(RECORDS TO USE begins)
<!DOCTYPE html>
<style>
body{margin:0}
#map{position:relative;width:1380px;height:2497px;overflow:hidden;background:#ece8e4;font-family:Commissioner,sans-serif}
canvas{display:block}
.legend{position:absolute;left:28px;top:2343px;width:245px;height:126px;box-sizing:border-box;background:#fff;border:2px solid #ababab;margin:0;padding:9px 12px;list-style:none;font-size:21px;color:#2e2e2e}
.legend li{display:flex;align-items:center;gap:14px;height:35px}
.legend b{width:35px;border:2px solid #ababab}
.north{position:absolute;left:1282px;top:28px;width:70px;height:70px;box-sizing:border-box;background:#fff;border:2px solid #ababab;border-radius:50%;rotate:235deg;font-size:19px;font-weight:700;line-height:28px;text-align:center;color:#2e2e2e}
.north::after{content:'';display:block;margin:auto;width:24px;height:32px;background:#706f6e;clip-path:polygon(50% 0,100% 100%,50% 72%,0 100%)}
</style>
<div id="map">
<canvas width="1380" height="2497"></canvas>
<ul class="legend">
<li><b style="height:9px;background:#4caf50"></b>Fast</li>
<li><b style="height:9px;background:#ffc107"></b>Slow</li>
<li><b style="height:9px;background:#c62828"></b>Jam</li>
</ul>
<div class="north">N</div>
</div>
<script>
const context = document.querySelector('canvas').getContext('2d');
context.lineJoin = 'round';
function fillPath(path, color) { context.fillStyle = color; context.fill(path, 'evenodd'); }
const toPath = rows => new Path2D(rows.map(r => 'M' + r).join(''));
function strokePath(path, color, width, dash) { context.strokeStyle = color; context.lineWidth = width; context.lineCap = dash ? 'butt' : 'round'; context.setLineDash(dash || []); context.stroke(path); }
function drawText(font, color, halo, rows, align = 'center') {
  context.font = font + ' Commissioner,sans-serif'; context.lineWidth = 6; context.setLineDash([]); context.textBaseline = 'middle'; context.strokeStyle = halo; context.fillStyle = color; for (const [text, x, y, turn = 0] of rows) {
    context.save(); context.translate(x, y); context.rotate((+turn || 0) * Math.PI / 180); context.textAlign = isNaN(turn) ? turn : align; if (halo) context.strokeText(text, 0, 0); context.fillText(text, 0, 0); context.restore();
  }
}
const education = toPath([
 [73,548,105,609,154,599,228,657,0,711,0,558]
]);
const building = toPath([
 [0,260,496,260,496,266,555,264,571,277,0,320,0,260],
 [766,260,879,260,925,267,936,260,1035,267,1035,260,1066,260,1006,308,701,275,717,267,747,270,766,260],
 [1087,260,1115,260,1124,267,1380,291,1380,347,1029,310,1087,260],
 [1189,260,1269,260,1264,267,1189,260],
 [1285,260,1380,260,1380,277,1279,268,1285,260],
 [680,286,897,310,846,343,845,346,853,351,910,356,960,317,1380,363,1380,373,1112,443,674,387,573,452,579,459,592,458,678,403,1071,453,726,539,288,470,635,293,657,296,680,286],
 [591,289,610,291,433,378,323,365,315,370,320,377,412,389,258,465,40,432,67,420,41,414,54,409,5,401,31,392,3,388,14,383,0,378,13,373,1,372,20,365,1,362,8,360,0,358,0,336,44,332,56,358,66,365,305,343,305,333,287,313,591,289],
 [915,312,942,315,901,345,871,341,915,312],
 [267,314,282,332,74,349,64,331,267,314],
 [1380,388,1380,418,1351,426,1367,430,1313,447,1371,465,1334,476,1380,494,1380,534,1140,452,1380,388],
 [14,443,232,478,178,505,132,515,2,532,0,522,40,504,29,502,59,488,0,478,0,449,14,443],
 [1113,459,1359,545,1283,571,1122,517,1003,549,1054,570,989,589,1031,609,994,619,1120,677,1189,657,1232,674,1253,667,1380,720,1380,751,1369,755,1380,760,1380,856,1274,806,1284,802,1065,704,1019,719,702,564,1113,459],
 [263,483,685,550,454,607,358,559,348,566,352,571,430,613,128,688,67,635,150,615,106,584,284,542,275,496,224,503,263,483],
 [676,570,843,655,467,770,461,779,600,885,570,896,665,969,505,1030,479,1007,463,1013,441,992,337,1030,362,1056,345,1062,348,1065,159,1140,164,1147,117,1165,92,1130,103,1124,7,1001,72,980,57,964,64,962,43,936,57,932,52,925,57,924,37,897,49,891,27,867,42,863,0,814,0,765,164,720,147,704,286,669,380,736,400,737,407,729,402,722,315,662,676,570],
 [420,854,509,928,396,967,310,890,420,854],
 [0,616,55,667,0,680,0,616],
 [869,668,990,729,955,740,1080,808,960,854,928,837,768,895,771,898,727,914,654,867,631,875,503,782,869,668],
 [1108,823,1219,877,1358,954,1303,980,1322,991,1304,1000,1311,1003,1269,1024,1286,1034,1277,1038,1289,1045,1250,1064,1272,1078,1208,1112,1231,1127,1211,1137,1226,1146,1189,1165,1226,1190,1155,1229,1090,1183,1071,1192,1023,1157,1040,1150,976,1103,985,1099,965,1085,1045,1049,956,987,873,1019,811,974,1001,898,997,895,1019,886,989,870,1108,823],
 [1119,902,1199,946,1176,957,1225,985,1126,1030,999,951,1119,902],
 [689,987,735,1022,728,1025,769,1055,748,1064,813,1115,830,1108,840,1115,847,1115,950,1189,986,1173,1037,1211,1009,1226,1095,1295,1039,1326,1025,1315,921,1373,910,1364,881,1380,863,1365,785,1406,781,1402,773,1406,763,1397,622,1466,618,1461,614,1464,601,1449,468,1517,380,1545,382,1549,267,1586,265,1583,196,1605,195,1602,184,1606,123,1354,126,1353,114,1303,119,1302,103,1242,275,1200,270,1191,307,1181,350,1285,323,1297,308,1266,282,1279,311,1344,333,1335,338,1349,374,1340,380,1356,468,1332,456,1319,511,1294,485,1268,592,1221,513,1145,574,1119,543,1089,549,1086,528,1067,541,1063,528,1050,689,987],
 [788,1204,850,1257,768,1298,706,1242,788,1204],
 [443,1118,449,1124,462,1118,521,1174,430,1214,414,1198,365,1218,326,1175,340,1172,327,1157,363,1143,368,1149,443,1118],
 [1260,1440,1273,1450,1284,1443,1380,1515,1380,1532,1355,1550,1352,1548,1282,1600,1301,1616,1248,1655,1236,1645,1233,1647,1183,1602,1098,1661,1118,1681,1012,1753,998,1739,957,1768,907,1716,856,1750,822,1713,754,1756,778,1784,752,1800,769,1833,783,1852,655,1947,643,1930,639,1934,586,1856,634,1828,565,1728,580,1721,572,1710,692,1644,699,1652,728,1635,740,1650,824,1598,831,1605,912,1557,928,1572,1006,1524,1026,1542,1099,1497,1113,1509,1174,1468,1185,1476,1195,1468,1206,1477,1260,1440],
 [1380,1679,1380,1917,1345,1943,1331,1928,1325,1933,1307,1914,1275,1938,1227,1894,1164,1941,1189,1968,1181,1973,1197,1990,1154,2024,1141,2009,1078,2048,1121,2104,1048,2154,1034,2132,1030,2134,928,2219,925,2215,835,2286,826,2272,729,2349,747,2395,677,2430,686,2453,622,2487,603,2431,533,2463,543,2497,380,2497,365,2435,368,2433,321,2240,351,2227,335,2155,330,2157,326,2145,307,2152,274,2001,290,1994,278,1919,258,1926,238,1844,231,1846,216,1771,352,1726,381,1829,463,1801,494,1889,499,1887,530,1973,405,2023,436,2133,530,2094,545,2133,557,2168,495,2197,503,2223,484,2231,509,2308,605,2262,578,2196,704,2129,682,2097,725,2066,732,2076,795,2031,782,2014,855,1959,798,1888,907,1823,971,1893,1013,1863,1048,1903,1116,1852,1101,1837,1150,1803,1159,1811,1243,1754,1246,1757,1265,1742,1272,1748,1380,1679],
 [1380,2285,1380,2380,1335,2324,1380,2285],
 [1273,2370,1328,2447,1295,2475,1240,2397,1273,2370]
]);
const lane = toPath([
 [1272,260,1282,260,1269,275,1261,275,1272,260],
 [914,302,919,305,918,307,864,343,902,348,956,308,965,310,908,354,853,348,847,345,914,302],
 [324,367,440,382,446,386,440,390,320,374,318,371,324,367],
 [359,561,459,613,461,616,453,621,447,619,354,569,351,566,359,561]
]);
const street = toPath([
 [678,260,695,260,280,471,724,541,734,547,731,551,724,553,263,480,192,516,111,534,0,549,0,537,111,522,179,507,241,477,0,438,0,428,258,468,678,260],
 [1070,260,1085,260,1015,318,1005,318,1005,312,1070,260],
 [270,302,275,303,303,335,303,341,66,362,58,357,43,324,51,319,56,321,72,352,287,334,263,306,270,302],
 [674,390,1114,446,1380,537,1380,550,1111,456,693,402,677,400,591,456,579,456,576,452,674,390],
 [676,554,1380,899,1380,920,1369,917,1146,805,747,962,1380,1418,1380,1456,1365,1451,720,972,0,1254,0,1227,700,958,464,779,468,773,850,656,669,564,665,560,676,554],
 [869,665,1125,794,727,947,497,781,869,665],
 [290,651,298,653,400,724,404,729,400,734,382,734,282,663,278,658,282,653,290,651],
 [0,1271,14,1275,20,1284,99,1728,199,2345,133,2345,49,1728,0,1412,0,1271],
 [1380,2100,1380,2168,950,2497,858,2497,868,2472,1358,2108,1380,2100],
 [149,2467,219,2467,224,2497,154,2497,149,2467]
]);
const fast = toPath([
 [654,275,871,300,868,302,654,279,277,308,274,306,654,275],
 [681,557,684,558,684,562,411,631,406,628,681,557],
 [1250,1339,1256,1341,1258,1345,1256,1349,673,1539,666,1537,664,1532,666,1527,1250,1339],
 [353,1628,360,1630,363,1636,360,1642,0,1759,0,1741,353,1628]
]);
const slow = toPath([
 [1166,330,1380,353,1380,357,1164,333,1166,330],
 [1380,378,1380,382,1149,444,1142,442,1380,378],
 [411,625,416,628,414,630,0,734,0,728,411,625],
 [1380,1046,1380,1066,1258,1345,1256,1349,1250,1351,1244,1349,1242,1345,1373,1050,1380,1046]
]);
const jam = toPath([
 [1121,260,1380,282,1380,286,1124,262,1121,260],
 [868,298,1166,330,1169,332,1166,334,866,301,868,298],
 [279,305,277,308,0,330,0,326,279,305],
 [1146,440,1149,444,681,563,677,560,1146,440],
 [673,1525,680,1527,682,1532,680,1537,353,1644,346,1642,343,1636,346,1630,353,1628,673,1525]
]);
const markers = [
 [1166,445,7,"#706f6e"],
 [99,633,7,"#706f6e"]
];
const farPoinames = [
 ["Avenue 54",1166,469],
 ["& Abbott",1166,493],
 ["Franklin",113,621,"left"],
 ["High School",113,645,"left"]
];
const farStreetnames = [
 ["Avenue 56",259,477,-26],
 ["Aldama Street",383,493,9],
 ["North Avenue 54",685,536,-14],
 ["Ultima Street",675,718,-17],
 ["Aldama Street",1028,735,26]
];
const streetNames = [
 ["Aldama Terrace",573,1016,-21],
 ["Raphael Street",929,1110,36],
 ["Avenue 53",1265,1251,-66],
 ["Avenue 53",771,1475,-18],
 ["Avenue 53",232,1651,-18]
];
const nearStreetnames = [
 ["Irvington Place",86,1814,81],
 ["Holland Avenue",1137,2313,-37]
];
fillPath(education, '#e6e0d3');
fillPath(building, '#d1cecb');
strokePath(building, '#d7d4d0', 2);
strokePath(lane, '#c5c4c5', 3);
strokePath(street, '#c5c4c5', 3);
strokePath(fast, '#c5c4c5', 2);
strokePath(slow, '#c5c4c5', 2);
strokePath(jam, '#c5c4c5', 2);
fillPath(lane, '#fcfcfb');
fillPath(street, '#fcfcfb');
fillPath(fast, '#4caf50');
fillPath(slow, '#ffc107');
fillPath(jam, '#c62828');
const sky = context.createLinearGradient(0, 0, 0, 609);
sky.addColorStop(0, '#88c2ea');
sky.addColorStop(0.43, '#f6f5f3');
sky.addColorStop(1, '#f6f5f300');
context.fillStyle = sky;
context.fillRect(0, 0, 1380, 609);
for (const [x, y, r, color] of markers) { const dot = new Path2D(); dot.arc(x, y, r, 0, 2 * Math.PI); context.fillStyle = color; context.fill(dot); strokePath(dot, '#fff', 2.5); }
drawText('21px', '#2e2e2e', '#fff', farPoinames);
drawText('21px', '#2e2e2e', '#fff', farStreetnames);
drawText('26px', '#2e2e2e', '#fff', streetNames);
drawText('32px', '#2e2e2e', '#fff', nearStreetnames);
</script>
(RECORDS TO USE ends)
ACTIVITY: Your answer should consist of all lines above that include the string "addColorStop".

RESPONSE:
sky.addColorStop(0, '#88c2ea');
sky.addColorStop(0.43, '#f6f5f3');
sky.addColorStop(1, '#f6f5f300');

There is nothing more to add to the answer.